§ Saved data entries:
= Beginning of Section =

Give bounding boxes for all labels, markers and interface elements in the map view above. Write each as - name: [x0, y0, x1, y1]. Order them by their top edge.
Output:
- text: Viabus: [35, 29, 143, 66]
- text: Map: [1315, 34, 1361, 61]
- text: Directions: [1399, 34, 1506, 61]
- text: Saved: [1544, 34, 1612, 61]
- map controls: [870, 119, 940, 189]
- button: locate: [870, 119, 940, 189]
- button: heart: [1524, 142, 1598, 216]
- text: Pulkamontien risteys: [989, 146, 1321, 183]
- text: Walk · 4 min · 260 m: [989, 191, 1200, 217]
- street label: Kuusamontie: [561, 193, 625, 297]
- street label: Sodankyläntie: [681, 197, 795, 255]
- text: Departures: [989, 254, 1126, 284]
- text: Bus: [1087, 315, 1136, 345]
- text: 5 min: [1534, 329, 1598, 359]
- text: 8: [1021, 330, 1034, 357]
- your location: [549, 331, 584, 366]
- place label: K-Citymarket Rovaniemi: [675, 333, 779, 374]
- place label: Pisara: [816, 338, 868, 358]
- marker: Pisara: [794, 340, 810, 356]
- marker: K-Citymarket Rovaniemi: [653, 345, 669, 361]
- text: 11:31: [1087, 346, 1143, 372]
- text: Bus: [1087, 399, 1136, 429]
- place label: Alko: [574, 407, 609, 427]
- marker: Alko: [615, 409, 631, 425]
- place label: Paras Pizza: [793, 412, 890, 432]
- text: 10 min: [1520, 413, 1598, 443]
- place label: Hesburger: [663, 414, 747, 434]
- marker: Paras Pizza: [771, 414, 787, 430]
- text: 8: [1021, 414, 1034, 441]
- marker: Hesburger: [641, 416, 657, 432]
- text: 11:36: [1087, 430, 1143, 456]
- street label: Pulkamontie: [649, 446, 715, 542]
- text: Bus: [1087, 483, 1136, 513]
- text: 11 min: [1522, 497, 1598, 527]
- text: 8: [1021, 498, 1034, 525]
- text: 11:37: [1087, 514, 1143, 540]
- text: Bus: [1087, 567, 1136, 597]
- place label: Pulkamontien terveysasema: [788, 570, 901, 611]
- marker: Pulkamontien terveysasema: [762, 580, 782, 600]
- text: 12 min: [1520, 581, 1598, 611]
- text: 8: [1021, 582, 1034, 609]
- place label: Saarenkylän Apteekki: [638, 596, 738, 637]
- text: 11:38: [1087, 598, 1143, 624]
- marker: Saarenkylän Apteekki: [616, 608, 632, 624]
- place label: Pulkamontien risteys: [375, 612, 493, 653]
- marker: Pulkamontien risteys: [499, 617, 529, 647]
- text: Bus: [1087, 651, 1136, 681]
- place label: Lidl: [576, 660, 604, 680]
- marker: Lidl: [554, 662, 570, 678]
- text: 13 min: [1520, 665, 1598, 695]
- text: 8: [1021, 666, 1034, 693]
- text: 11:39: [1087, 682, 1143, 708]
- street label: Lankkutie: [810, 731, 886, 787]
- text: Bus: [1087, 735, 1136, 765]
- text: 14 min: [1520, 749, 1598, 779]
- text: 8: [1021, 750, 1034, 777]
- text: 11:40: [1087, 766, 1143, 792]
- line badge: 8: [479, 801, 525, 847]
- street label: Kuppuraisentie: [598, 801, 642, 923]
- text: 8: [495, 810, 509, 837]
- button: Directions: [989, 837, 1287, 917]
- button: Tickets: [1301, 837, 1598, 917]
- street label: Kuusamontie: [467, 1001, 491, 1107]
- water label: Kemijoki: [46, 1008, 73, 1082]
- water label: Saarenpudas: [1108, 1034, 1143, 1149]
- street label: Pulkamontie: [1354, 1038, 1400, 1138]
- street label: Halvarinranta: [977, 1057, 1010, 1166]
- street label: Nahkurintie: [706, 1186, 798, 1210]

= End of Section =

§ Work to complete: Scan the records above for lines with the word "Rovaniemi", then say how many there are, giving the number alone.

§ Task answer: 2